I have a lot to share about our marriage and what the Lord has been teaching us both. Sadly though, most people are only concerned about one thing, commonly verbalized in these questions/statements: Are you pregnant yet? Are you not having a baby anytime soon? No baby yet? You should hurry up and double time! The best time to have a baby is now asap!

There are those who give pieces of their minds in the following manner: That's alright. Baby can come in later. You should save up first to better provide for a baby. Gotta build a house first before making babies. 

Please don't get me wrong. 

I do love babies and I love talking to these friends and hearing their advises. And I acknowledge the fact that all of them want the best for us as a couple. 

But, sometimes, it can get a whole lot stressful and confusing that I sometimes find myself wishing that they would talk to me about what God has been doing in our marriage, instead of pregnancy or baby-making. 

Because, honestly, because of what they say, I sometimes find myself wishing that I'd get pregnant as soon as possible or thinking about delaying the baby after everything is fine. 

But I am just thankful that every time I find myself wrestling with these thoughts, God would ever gently pull my focus back to Him and say: Don't listen to anyone but to Me alone. Look at me, alone! My timing is always perfect. 

So, the moment this pregnancy-having-a-baby concern comes to my mind, I find assurance that my God, my Lord and Savior is more than able to bring all things into our lives in His perfect timing. If He gives His only Son, Jesus Christ to save me from my sins, how can he not give us a child or children? 

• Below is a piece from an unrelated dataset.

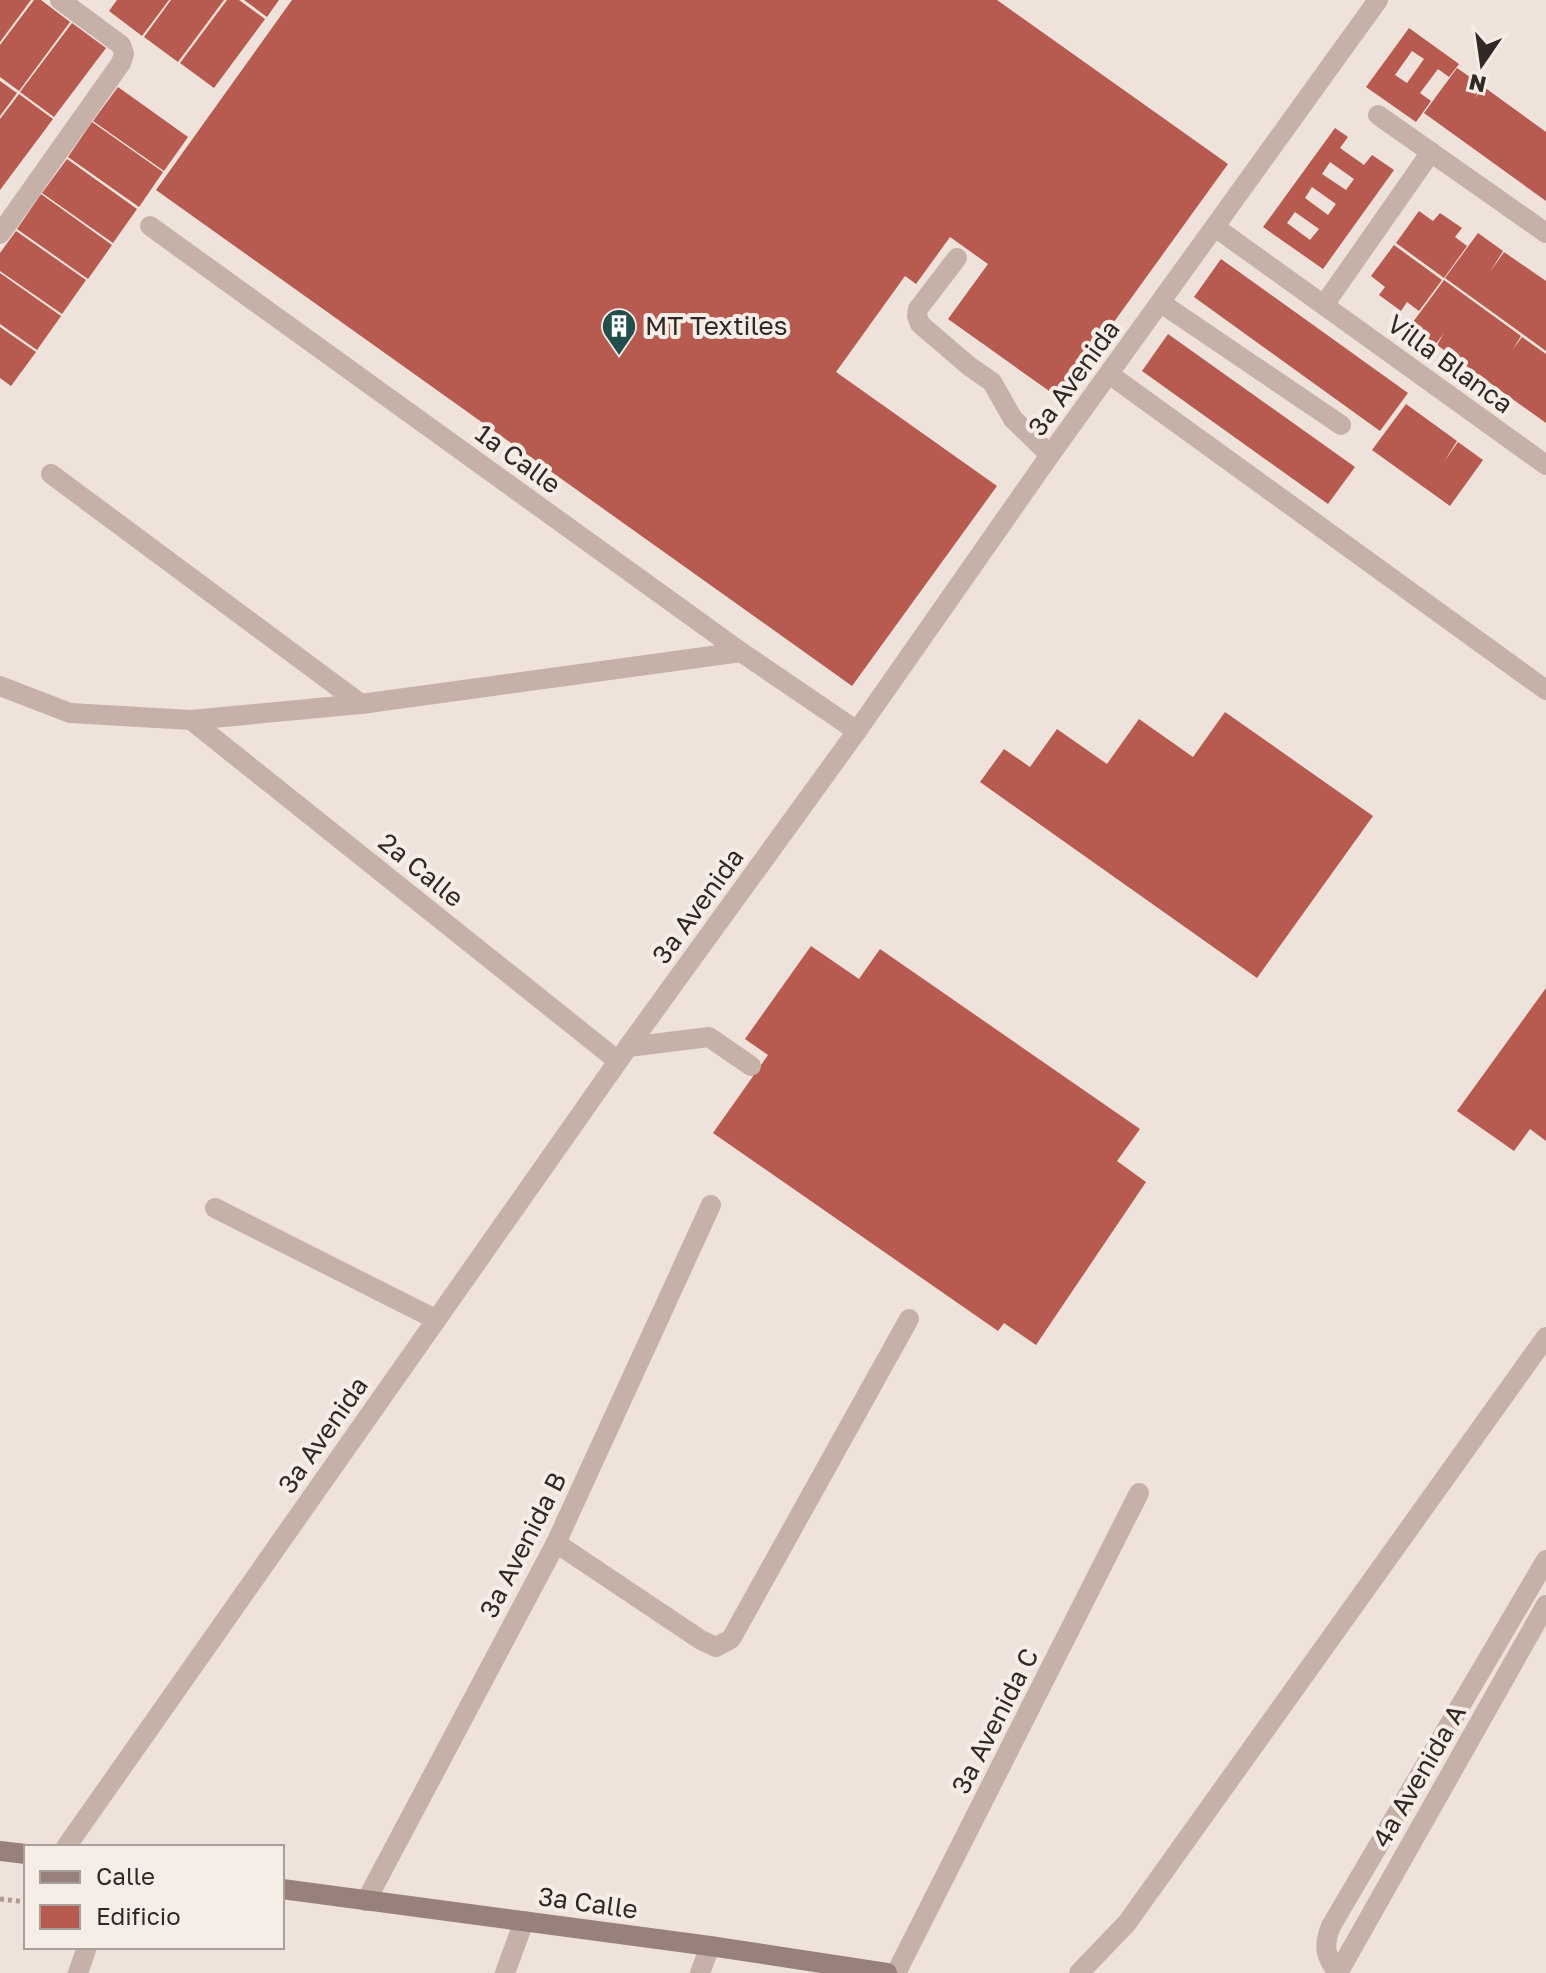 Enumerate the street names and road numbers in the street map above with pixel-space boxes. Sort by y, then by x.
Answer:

If Jesus wills it, then if I'll ever get pregnant tomorrow or next week, He is more than enough to provide for our physical, emotional, financial, and spiritual needs. And if He decides to give us a baby or children later on, He is more than able to make it possible, despite our ages and physical limitations by then. 

And even if He does not, we will continue to praise Him, and love Him and call Him our Perfect Father.

As it is, it is all by God's grace and timing. :) 

All Photos are from our Engagement Session and Wedding Ceremony taken
from the amazing talents of Super Seven Studios.
There is an appointed time for everything. And there is a time for every[a]event under heaven—
A time to give birth and a time to die;

...11 He has made everything [b]appropriate in its time. 
                     
                       ~Ecclesiastes 3:1-2, 11 (NASB)

Monday, July 7, 2014

{Marriage Monday} What I Learned About Forgiveness... (Part 3)


Before couples can "kiss and make up," they need to forgive. Before they can forgive, someone must be humble enough to ask for it. 

And this is where my finale post on forgiveness comes in. Part 1 and Part 2 may be helpful. And as I end this series of lessons learned, I pray that we will continue to grow in loving and forgiving our partners the way Jesus loves and forgives us. I am not perfect as I am still under construction by the wonderful pruning and perfecting hands of my Lord and Savior. (In fact, I find myself always being tested almost every time I finish my {Marriage Monday} posts!) And so is my husband dear. So really, Jesus Christ is the hand that holds all marriages together. Let's always be mindful of His presence and if you want Him to be in your marriage,you have to have Him in your heart because He alone is the Perfect Lover.  

3) FORGIVENESS STARTS WITH HUMILITY. 

I certainly cannot forgive if I feel so perfect. My husband cannot forgive either if he thinks that he is the most upright man in this whole wide world. 

So, in order to forgive, I must know that, just like my husband, I am also bound to sin. I am a sinner and it is only by God's grace that I am saved forever, that just like him, I may commit the same blunder, may say something offensive or may do something stupid. Even if I may not commit the same mistakes as his, the fact still remains that I will commit mistakes and some may even be worse than his. 

On the other side of forgiveness is the ability to ask for it. And it also starts with humility. Say, if I say something that offended my husband, I may find myself justifying my words or actions with any reason, whether it be logical or emotional, but the fact will always remain that I have hurt him. I may have the cleanest of all intentions but if by my tone or approach, my husband was hurt, then, I still have to say sorry and ask him to forgive me. And I need humility in order to do that. 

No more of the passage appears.